Records from a dataset

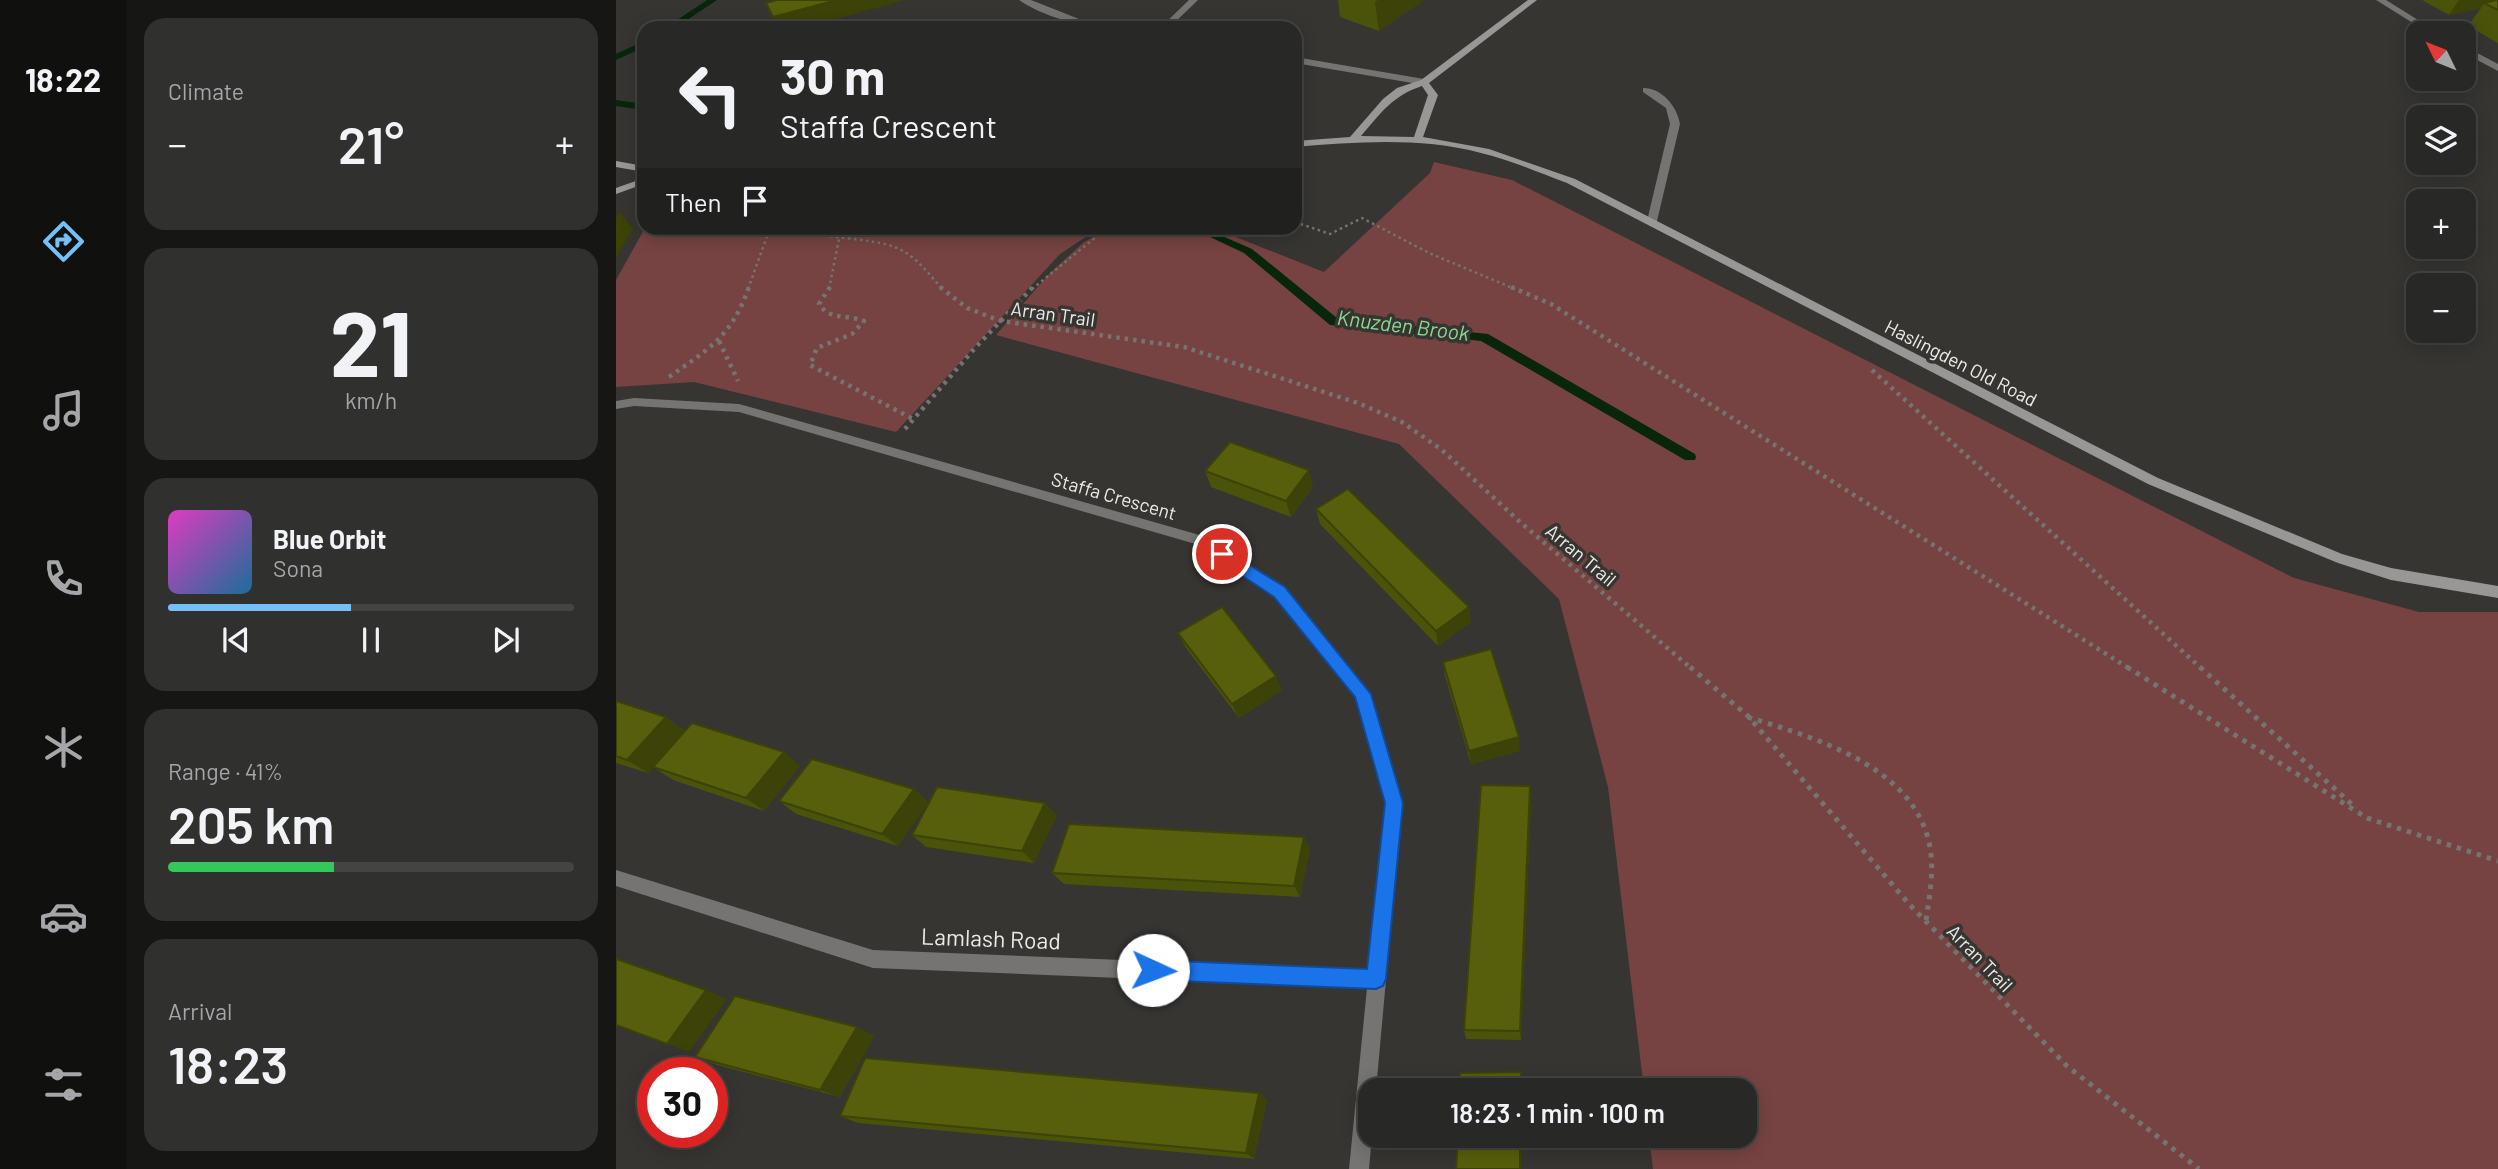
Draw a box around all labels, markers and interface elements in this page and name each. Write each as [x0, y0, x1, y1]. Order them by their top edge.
north arrow [2406, 21, 2476, 91]
map controls [2406, 21, 2476, 343]
text: 30 m [780, 46, 885, 105]
icon: left [665, 49, 756, 140]
text: 18:22 [25, 60, 101, 98]
text: Climate [168, 77, 244, 105]
button: layers [2406, 105, 2476, 175]
text: Staffa Crescent [780, 106, 997, 144]
text: 21° [338, 112, 404, 174]
text: − [168, 120, 187, 166]
text: + [555, 120, 574, 166]
icon: arrive [736, 182, 774, 220]
text: Then [665, 186, 722, 217]
button: + [2406, 189, 2476, 259]
icon: directions [39, 217, 88, 266]
button: − [2406, 273, 2476, 343]
text: 21 [330, 286, 412, 395]
street label: Arran Trail [1010, 296, 1097, 331]
water label: Knuzden Brook [1336, 304, 1471, 345]
street label: Haslingden Old Road [1881, 314, 2041, 411]
icon: music [39, 386, 88, 435]
text: km/h [345, 386, 397, 414]
street label: Staffa Crescent [1049, 467, 1179, 524]
street label: Arran Trail [1541, 519, 1621, 591]
text: Blue Orbit [273, 523, 386, 554]
pin [1192, 524, 1252, 584]
icon: arrive [1203, 535, 1241, 573]
icon: phone [39, 554, 88, 603]
text: Sona [273, 554, 323, 582]
icon: previous [217, 621, 255, 659]
icon: pause [352, 621, 390, 659]
icon: next [487, 621, 525, 659]
icon: climate [39, 723, 88, 772]
text: Range · 41% [168, 757, 283, 785]
text: 205 km [168, 792, 334, 854]
icon: car [39, 892, 88, 941]
street label: Arran Trail [1943, 919, 2018, 996]
street label: Lamlash Road [921, 922, 1061, 954]
position arrow [1116, 933, 1190, 1007]
text: Arrival [168, 997, 232, 1025]
text: 18:23 [168, 1032, 288, 1094]
speed limit sign: 30 [637, 1057, 728, 1148]
icon: filters [39, 1060, 88, 1109]
text: 18:23 · 1 min · 100 m [1450, 1097, 1665, 1128]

> WORK ITEM
Exact copies of the entries above are needed, with every picture removed.

> WRITTEN REPLY
Draw a box around all labels, markers and interface elements in this page and name each. Write each as [x0, y0, x1, y1]. Order them by their top edge.
north arrow [2406, 21, 2476, 91]
map controls [2406, 21, 2476, 343]
text: 30 m [780, 46, 885, 105]
icon: left [665, 49, 756, 140]
text: 18:22 [25, 60, 101, 98]
text: Climate [168, 77, 244, 105]
button: layers [2406, 105, 2476, 175]
text: Staffa Crescent [780, 106, 997, 144]
text: 21° [338, 112, 404, 174]
text: − [168, 120, 187, 166]
text: + [555, 120, 574, 166]
icon: arrive [736, 182, 774, 220]
text: Then [665, 186, 722, 217]
button: + [2406, 189, 2476, 259]
icon: directions [39, 217, 88, 266]
button: − [2406, 273, 2476, 343]
text: 21 [330, 286, 412, 395]
street label: Arran Trail [1010, 296, 1097, 331]
water label: Knuzden Brook [1336, 304, 1471, 345]
street label: Haslingden Old Road [1881, 314, 2041, 411]
icon: music [39, 386, 88, 435]
text: km/h [345, 386, 397, 414]
street label: Staffa Crescent [1049, 467, 1179, 524]
street label: Arran Trail [1541, 519, 1621, 591]
text: Blue Orbit [273, 523, 386, 554]
pin [1192, 524, 1252, 584]
icon: arrive [1203, 535, 1241, 573]
icon: phone [39, 554, 88, 603]
text: Sona [273, 554, 323, 582]
icon: previous [217, 621, 255, 659]
icon: pause [352, 621, 390, 659]
icon: next [487, 621, 525, 659]
icon: climate [39, 723, 88, 772]
text: Range · 41% [168, 757, 283, 785]
text: 205 km [168, 792, 334, 854]
icon: car [39, 892, 88, 941]
street label: Arran Trail [1943, 919, 2018, 996]
street label: Lamlash Road [921, 922, 1061, 954]
position arrow [1116, 933, 1190, 1007]
text: Arrival [168, 997, 232, 1025]
text: 18:23 [168, 1032, 288, 1094]
speed limit sign: 30 [637, 1057, 728, 1148]
icon: filters [39, 1060, 88, 1109]
text: 18:23 · 1 min · 100 m [1450, 1097, 1665, 1128]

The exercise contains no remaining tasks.